The programme, put together by Artistic director Monica Mason in her final year at the helm, gives an historical glimpse into the foundations and creative growth of The Royal Ballet over the years. This triple bill includes a dramatic 19th century style work by Sir Frederick Ashton created in 1963; a 20th century work from 1976 by Sir Kenneth MacMillan; and a view of stripped-bare and highly physical 21st century choreography from 41 year old Wayne McGregor, who is now Resident Choreographer of The Royal Ballet. While their approaches to the works are completely different, each choreographer demands great musicality, heightened drama and incredible technical abilities from his dancers –and gets them. You couldn’t wish for three more contrasting and engrossing pieces in one programme.

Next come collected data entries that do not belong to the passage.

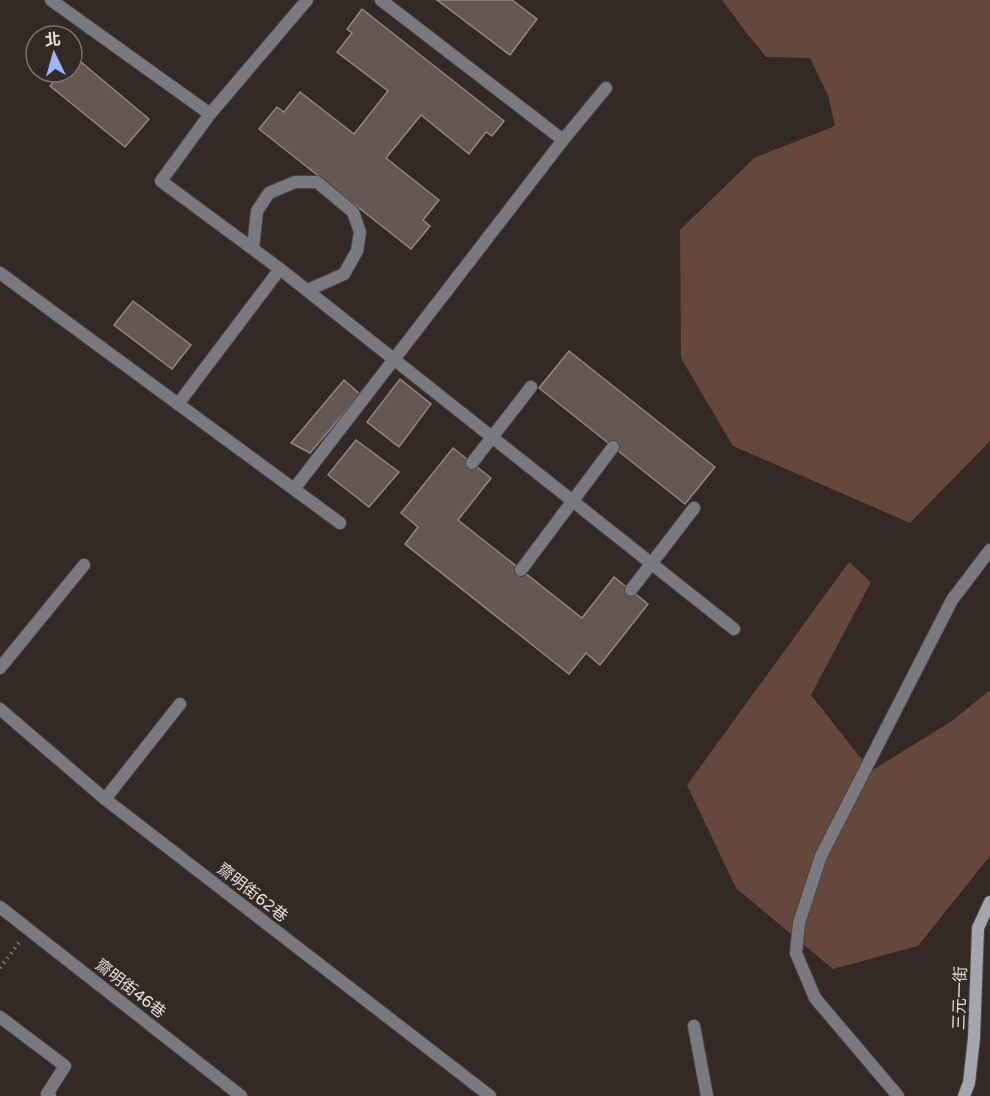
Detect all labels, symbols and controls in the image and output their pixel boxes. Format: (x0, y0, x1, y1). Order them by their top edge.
north arrow (24, 24, 84, 84)
text: 北 (44, 29, 62, 51)
street label: 齋明街62巷 (213, 859, 292, 927)
street label: 齋明街46巷 (91, 955, 170, 1023)
street label: 三元一街 (949, 966, 971, 1030)

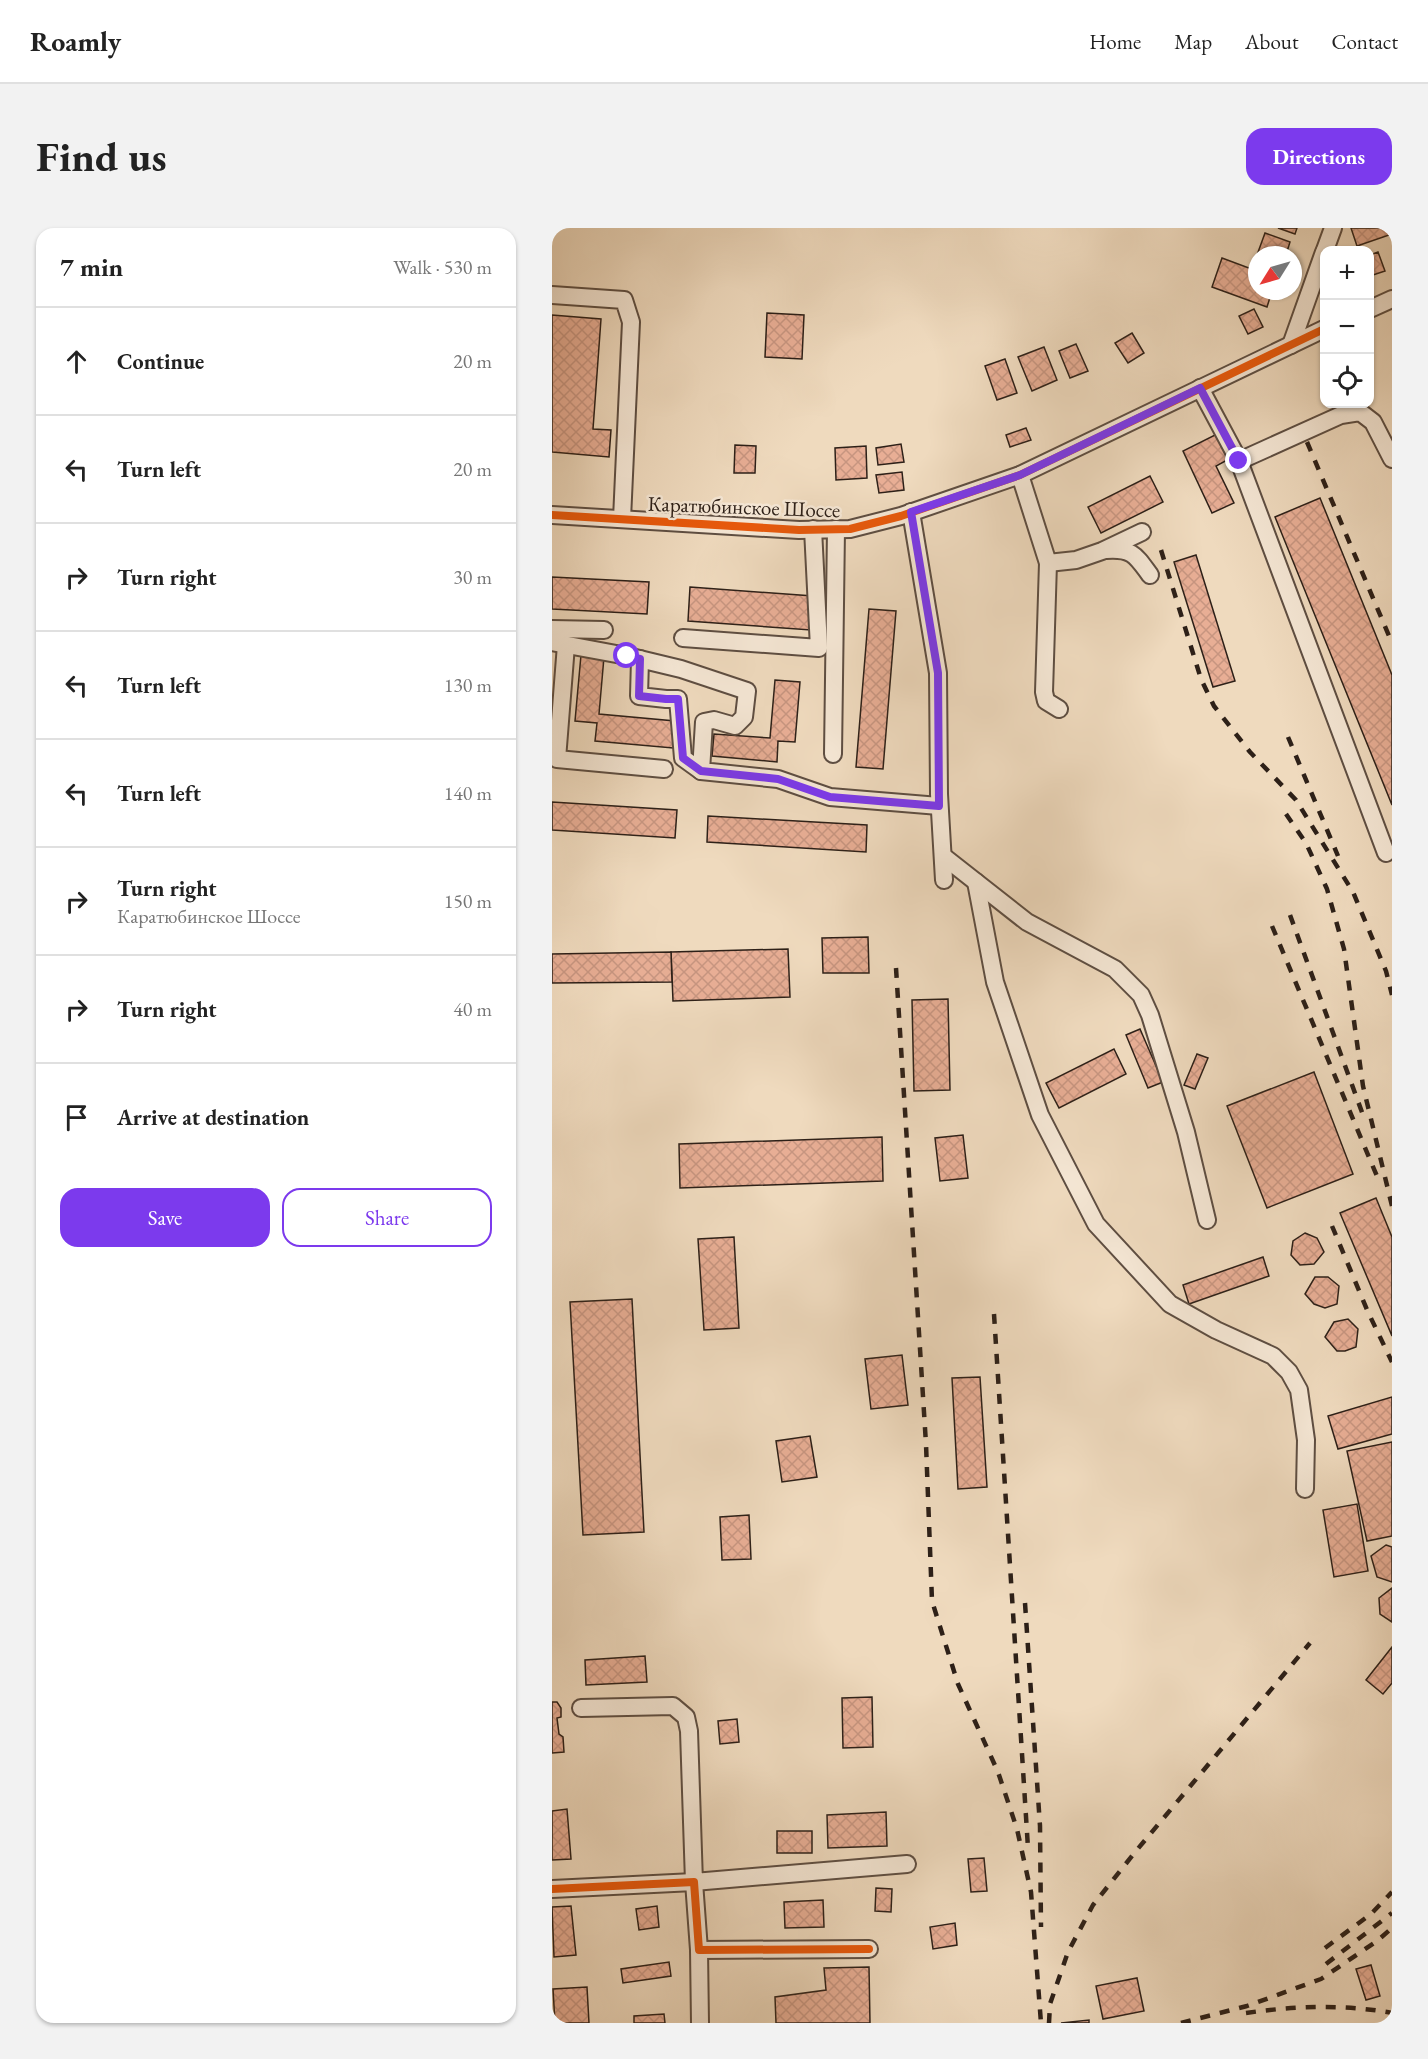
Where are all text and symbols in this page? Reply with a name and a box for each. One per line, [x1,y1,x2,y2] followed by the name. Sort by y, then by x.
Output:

The evening opens with the ‘modern’ one. Limen by McGregor is a 26 minute pilotless paean to flexibility. Limen is a Latin word meaning threshold or limit and MacGregor has used this to denote ‘a point of entering or beginning.’ (There’s certainly no limit to the raw physical abilities required in the ballet). Together with designer Tatsuo Miyajima, who is known for his light and number installations in productions, with the often jarring music of Finnish composer Kaija Saariaho, played with vigour by cellist Anssi Karttunen, fifteen seemingly boneless dancers, contort, coil and spring to the cello’s cutting rhythms with brilliant displays of technique. Despite being stretched like chewing gum, with legs pulled apart to ‘ouch’ positions, torsos collapsing like concertinas, bodies bending into S shapes with bottoms sticking out and limbs reaching skywards, the tautness, grace and beauty of the dancers’ techniques are never lost.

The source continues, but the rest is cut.